Exercise: Across all lines of the entries, tally those with the word "down" in them. The reply is the tally, by itself.

═══ Information shown

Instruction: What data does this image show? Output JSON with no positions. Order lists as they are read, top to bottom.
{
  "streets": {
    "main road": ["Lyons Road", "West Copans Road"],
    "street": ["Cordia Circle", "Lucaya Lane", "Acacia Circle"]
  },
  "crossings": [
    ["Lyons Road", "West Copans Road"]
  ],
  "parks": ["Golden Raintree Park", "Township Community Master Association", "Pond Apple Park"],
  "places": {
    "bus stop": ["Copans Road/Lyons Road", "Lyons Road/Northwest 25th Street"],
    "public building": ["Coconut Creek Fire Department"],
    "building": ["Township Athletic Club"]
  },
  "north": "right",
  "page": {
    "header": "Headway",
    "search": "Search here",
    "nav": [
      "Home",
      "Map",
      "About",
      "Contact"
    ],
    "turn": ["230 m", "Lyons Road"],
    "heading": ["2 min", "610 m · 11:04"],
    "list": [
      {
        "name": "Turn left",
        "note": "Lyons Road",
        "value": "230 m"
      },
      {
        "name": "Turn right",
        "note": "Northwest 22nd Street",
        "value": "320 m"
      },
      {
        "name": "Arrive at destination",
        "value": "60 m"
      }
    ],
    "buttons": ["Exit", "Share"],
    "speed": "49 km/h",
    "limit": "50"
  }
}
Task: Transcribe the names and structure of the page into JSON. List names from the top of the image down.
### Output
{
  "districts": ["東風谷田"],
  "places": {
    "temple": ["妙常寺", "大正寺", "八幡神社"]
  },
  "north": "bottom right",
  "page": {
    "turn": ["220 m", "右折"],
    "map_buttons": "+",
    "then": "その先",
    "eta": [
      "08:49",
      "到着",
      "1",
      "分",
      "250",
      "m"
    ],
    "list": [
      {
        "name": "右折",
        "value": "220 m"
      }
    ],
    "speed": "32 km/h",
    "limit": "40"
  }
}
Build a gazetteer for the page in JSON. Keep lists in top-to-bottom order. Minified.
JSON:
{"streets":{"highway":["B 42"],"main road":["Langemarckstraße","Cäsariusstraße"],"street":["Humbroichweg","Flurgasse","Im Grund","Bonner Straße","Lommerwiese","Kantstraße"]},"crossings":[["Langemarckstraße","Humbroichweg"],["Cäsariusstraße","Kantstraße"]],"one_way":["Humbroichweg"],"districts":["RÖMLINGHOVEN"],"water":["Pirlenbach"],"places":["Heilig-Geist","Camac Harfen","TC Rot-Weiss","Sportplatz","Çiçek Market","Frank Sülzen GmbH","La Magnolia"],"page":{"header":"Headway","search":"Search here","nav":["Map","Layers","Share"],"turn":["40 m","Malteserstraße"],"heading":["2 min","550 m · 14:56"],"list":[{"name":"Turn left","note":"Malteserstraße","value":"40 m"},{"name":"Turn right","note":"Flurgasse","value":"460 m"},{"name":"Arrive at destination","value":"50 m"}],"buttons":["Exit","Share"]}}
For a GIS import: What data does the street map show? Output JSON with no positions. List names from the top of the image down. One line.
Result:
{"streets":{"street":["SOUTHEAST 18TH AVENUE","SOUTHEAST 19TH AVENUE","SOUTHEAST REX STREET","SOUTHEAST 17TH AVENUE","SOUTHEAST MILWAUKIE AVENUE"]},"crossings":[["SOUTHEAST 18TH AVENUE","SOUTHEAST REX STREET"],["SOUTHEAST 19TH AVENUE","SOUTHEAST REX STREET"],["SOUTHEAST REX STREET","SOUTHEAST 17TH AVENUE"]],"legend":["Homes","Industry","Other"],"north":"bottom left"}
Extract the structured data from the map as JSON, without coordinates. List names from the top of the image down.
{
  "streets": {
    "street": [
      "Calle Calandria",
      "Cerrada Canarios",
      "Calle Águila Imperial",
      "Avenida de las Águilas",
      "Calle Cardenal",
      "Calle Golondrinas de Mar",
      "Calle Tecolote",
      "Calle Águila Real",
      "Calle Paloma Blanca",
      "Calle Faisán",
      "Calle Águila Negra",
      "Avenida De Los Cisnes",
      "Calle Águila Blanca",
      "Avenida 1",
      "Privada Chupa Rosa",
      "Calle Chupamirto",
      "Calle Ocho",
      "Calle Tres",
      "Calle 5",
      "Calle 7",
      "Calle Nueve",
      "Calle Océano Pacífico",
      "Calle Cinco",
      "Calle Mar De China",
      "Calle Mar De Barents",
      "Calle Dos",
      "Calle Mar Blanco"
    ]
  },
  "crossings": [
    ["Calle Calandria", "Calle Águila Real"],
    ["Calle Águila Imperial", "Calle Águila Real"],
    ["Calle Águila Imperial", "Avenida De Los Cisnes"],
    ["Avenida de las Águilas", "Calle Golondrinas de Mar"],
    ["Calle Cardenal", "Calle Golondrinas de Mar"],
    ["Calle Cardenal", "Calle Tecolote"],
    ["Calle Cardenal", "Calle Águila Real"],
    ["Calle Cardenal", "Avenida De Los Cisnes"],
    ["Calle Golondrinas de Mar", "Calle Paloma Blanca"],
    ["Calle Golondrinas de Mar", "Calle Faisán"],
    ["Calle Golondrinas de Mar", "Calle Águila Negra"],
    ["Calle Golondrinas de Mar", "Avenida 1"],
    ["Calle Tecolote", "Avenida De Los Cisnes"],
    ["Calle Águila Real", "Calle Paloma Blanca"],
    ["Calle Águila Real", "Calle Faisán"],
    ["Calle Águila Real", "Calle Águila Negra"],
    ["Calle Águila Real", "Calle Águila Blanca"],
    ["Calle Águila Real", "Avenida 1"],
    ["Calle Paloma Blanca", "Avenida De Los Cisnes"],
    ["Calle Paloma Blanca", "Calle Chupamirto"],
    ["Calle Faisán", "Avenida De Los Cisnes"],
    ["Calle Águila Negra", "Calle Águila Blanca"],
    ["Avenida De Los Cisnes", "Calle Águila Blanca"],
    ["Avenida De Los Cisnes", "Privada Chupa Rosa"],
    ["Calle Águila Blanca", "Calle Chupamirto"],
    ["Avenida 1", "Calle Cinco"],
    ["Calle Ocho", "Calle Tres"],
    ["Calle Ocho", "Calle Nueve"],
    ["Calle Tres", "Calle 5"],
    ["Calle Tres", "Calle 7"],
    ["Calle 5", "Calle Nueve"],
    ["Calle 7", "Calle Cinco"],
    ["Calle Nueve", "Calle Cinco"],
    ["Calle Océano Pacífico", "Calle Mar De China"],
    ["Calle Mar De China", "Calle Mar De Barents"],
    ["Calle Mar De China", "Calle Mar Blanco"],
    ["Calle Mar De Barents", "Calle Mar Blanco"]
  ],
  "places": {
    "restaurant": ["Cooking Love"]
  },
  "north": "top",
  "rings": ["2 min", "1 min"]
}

══════

Output of the exercise: 3